SwiftKV: An Edge-Oriented Attention Algorithm and Multi-Head Accelerator for Fast, Efficient LLM Decoding
Junming Zhang, Qinyan Zhang, Huajun Sun, Feiyang Gao, Sheng Hu, Rui Nie, Xiangshui Miao

TL;DR
SwiftKV introduces a novel attention algorithm and accelerator design optimized for edge devices, significantly improving speed and efficiency in large language model decoding under resource constraints.
Contribution
The paper presents SwiftKV Attention and SwiftKV-MHA, new algorithms and hardware that enable fast, low-latency multi-head attention on edge accelerators without extensive resource use.
Findings
7.16x speedup over native attention
13.48x latency reduction with SwiftKV-MHA
17.4% increase in generation speed
Abstract
Edge acceleration for large language models is crucial for their widespread application; however, achieving fast attention inference and efficient decoding on resource-constrained edge accelerators remains challenging.
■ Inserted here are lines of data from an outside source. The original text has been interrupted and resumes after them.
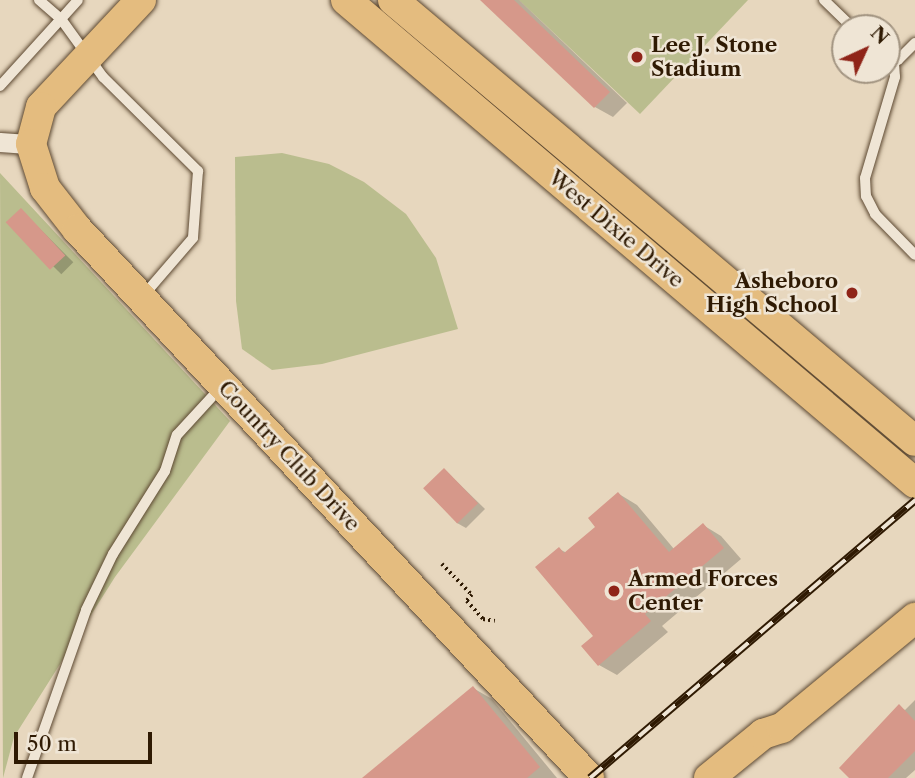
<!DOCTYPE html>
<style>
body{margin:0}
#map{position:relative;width:915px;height:778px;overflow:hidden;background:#e7d7be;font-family:"Libre Caslon Text",serif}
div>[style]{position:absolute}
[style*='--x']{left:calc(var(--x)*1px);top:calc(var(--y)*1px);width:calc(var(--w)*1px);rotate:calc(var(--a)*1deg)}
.green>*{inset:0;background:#babd8e}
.shadow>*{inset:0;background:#0003;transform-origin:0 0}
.building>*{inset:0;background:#d6988a;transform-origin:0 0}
.path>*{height:3.5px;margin-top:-1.75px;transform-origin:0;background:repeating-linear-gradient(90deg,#2f1a03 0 2px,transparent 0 5.5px)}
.roads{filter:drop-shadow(0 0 2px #5d4932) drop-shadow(0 0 2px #5d4932)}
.lane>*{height:10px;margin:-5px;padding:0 5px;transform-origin:5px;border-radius:5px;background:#efe5d5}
.street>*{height:19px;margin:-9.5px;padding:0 9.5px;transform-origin:9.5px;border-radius:9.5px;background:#efe5d5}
.primary>*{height:30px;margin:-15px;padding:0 15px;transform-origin:15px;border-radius:15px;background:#e4bc7f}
.rail>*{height:8px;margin-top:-4px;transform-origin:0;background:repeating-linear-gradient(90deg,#efe5d5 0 16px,#2f1a03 0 32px);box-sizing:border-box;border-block:2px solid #2f1a03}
.dots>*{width:19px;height:19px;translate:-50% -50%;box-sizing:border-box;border:4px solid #efe5d5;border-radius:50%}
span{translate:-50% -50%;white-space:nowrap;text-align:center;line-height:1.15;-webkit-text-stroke:5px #efe5d5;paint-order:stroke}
.poi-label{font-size:21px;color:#2f1a03;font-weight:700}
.left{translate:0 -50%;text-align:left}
.right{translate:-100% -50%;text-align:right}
.street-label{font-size:21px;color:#2f1a03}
.north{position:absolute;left:831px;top:14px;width:70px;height:70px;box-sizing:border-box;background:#efe5d5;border:2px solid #a29481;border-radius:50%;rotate:45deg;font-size:19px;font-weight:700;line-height:28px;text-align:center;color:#2f1a03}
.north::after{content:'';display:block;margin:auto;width:24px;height:32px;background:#8f2418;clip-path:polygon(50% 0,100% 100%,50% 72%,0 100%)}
.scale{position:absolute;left:14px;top:732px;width:138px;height:32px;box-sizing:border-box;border:4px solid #2f1a03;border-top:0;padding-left:9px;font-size:21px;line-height:24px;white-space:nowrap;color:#2f1a03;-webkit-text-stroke:5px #efe5d5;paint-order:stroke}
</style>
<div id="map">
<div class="green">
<div style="clip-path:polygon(519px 0,748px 0,640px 114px)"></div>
<div style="clip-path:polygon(282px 153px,329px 164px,364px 182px,406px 214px,436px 258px,458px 329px,322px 364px,272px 370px,242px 349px,236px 301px,235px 157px)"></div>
<div style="clip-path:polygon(0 173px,230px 421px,115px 577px,14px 737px,3px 778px)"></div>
</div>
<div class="shadow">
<div style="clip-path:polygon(482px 0,519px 0,627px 103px,613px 117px,595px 107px)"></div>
<div style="left:21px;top:210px;width:74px;height:17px;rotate:45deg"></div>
<div style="clip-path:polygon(445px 470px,485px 509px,466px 528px,457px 523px)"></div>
<div style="clip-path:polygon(619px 494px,637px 505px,674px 549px,703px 525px,721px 536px,741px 559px,662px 626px,668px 632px,617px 675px,599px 665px,596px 636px,559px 549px,567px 553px,598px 527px)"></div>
<div style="clip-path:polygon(473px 688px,492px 699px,557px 778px,364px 778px)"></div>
<div style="clip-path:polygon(915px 700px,915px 770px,906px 778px,851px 778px,899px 707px,905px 710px)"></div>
</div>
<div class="building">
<div style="clip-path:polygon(480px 0,514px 0,610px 92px,594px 108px)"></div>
<div style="left:21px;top:208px;width:65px;height:21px;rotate:47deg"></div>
<div style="left:444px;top:468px;width:49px;height:29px;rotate:46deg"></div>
<div style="clip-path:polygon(618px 492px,669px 552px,703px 523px,724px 548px,645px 614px,651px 621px,598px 666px,581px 646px,593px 636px,535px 567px,559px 547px,564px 553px,595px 527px,588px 518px)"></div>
<div style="clip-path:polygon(473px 686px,540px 767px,527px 778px,362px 778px)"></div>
<div style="clip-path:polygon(899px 704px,915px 721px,915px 751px,888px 778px,849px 778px,839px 768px)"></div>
</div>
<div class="path">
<div style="--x:442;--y:564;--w:43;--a:45.9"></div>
<div style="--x:472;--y:595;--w:8;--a:130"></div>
<div style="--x:467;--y:601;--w:24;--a:48"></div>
<div style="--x:483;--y:619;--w:12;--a:9"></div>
</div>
<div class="roads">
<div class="lane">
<div style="--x:39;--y:0;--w:29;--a:41"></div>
<div style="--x:61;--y:19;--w:25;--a:-48"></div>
<div style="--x:824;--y:0;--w:40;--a:44"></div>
<div style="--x:887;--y:60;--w:11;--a:0"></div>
<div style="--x:898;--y:60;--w:24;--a:-45"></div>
<div style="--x:894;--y:63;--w:14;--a:86"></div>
<div style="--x:895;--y:77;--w:105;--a:106.5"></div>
<div style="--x:865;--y:178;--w:18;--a:87"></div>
<div style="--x:866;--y:196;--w:20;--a:63"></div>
<div style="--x:875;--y:214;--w:57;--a:45.7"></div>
<div style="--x:0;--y:86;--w:91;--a:-47.7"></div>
<div style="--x:61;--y:19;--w:72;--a:54.1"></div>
<div style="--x:103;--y:77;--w:134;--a:44.7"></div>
<div style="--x:198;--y:171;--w:67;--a:94.3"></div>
<div style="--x:193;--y:238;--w:75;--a:130.7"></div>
<div style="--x:27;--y:778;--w:178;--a:-70.6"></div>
<div style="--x:86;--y:610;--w:62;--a:-64.3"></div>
<div style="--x:113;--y:554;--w:98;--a:-57.9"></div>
<div style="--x:165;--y:471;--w:38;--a:-72"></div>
<div style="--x:177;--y:435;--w:64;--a:-47.5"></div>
</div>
<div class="street">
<div style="--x:0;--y:142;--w:31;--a:4"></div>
</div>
<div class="primary">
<div style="--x:141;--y:0;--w:146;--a:133.1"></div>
<div style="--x:41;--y:107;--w:38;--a:105"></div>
<div style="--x:31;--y:144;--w:46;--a:72.3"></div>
<div style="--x:45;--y:188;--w:52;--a:52"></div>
<div style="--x:77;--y:229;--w:751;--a:47"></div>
<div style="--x:346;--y:0;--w:746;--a:40.33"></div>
<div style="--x:393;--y:0;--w:683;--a:40.19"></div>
<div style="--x:709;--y:778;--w:70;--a:-39.2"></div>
<div style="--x:763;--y:734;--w:20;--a:-18"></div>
<div style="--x:782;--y:728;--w:173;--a:-39.6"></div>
</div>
</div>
<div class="rail">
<div style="--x:590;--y:778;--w:428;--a:-40.5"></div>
</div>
<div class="dots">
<div style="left:637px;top:57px;background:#8f2418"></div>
<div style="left:852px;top:293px;background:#8f2418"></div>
<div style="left:614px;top:591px;background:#8f2418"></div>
</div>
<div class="poi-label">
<span class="left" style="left:651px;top:57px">Lee J. Stone<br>Stadium</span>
<span class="right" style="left:838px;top:293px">Asheboro<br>High School</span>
<span class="left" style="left:628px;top:591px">Armed Forces<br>Center</span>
</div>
<div class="street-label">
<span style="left:616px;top:229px;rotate:40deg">West Dixie Drive</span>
<span style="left:289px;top:456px;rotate:47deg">Country Club Drive</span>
</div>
<div class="north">N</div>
<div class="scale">50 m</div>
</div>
This paper presents SwiftKV Attention, a per-token pipelined, low-latency single-pass attention inference algorithm, where every (kt, vt) in the KV cache is processed exactly once in a uniform per-token pipeline without score materialization, blockwise softmax, or a second pass, thereby enabling fast execution on edge accelerators with a single hardware set and no resource-intensive parallelism. Furthermore, to address the limited support for multi-head LLM decoding in existing accelerators, we design the SwiftKV-MHA accelerator, which enables high precision attention and low precision GEMV on the same processor array, achieving fast and efficient multi-head parallel…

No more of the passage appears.